Because I have to do something. It’s like when you wear ankle socks with boots, and they roll down your feet and get all annoying.
From the outside everything looks fine, but you know that it isn’t.
You know that it’s a bit of a mess in there and you just want to do whatever you can to reach down and fix it.
That’s how I feel. This trip is me reaching into my boot and pulling my sock up. Or something like that.
‘If you’re sure? You know I’m grateful that you’re trying to help.’

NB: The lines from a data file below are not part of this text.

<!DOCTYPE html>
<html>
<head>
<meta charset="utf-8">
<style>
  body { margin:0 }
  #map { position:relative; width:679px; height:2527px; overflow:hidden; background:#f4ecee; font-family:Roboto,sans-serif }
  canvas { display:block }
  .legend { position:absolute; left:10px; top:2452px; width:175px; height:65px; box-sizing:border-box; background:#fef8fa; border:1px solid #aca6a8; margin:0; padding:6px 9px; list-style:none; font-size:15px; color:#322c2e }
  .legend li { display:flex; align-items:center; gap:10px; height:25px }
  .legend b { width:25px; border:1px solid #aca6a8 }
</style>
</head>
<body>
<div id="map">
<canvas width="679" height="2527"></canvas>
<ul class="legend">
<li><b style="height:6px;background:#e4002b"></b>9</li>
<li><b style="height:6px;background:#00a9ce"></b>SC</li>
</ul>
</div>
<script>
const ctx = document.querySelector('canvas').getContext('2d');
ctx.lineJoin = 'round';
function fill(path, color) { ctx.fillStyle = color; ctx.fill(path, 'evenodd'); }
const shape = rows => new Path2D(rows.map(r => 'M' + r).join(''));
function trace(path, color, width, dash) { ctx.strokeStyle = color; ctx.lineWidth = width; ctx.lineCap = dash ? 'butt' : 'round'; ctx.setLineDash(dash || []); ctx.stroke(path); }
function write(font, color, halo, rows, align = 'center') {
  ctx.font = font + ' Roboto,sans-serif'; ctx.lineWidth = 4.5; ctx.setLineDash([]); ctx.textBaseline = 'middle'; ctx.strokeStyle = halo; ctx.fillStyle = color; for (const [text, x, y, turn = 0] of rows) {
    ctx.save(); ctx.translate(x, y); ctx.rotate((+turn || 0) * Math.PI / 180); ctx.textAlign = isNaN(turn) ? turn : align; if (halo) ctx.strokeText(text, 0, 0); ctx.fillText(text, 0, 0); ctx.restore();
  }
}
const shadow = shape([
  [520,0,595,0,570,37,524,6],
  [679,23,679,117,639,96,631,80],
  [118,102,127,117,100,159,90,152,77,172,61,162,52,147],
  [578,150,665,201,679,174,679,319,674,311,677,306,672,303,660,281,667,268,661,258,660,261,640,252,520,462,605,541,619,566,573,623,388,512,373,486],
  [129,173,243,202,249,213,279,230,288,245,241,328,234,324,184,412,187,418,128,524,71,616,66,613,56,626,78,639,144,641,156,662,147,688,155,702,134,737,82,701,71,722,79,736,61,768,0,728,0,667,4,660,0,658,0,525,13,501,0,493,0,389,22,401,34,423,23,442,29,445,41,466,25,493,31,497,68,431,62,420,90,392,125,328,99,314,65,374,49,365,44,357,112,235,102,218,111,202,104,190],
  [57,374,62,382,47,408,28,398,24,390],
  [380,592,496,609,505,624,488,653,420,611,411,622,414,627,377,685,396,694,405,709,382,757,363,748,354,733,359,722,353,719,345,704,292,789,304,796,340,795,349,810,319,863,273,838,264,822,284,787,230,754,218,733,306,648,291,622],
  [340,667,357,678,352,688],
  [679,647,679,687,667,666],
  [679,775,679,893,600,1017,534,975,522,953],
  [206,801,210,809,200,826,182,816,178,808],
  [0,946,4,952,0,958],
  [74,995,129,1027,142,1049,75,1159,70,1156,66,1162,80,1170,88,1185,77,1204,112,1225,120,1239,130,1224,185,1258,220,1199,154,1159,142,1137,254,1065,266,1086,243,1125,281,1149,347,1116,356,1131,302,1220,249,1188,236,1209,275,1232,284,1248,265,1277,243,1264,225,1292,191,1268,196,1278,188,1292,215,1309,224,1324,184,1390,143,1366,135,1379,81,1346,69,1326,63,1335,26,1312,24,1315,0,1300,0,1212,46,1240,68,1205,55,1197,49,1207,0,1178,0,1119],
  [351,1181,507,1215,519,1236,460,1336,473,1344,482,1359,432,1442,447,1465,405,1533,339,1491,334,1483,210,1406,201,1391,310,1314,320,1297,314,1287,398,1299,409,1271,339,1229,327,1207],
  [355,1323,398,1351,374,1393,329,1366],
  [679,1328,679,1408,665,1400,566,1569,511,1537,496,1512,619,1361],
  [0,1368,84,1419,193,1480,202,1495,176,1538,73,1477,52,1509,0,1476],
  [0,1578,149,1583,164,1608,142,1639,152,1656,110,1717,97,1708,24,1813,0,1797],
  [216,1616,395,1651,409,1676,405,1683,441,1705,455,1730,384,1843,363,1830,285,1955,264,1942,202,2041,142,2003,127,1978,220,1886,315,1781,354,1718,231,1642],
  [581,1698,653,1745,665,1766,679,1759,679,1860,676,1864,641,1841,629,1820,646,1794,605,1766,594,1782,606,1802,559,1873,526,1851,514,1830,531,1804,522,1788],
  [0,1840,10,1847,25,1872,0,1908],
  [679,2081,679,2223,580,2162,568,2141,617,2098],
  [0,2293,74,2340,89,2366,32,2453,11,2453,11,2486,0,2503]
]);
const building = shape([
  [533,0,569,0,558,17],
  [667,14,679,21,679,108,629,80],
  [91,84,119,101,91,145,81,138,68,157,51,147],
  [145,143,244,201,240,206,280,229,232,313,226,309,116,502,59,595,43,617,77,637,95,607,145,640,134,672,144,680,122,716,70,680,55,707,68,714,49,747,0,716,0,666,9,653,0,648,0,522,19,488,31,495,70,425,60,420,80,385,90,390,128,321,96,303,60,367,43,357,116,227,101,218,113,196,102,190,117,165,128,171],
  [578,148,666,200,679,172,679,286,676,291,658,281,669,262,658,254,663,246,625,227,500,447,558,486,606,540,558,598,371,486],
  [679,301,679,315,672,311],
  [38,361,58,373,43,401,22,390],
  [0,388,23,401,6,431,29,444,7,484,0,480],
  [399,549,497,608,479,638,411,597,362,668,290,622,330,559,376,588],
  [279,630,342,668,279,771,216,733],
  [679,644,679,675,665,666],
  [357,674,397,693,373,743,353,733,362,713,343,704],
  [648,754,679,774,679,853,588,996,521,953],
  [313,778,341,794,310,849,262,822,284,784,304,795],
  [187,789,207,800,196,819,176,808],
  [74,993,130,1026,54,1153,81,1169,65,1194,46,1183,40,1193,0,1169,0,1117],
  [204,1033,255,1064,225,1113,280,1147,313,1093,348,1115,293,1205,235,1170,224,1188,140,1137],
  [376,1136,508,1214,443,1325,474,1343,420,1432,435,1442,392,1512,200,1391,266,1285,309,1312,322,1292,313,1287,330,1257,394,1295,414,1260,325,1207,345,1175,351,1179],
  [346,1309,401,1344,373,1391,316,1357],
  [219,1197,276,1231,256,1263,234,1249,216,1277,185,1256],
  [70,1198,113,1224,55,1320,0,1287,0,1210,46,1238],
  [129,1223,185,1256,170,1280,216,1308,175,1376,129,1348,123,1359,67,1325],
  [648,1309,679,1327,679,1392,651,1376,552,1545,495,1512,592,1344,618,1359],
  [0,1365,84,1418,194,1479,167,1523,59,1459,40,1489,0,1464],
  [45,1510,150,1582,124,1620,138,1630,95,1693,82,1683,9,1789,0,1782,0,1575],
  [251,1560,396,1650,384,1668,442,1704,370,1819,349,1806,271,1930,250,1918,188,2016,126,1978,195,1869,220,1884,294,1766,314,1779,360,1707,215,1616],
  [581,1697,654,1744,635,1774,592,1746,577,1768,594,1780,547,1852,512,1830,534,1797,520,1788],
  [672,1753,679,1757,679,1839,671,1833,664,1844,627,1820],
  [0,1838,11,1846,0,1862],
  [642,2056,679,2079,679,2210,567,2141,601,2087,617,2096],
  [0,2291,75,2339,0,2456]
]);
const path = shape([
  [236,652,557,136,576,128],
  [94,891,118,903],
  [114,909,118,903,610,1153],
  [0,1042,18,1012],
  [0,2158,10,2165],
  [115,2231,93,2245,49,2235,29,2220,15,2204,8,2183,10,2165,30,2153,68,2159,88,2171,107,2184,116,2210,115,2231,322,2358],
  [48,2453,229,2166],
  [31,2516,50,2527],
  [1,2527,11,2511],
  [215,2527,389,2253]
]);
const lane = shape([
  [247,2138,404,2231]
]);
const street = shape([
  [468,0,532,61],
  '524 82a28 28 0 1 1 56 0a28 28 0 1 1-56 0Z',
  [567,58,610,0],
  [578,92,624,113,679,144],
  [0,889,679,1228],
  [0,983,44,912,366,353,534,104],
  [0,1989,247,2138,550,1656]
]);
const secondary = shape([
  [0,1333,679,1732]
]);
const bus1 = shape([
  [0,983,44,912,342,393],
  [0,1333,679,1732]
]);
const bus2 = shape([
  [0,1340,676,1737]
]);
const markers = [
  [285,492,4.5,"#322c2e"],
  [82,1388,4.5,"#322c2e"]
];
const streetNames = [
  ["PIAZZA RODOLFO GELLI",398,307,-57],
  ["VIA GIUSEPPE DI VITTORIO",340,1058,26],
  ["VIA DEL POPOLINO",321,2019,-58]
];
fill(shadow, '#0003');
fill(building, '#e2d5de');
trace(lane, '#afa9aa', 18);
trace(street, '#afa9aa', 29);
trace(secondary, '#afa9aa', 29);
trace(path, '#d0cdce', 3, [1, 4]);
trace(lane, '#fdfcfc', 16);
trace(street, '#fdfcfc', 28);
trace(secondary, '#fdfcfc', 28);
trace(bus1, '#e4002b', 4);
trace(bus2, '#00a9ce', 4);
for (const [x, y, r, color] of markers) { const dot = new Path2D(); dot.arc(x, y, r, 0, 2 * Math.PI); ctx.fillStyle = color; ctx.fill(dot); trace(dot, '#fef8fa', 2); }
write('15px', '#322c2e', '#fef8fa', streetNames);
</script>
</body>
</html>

‘I am. Let me get the rest of my stuff. It’s in the spare room.’
Seb eyes the little suitcase by my bed. Objectively, I know that on its own it looks like a reasonable amount of luggage to take on a weekend mini-break.
But I figure that this weekend is already going to be stressful enough, let alone trying to sleep on an unfamiliar pillow without my lavender diffuser and the white noise machine that I need set to volume seven if I have any chance of it not taking me three hours to nod off.
Plus, there’s my products, because my skin goes blotchy unless I follow a meticulous five-step routine, my curling wand and my Frizzease, for obvious reasons.
Okay, it is a lot of stuff. I just want to be prepared.
Seb is back in the kitchen, waiting as I pile all my things at his feet.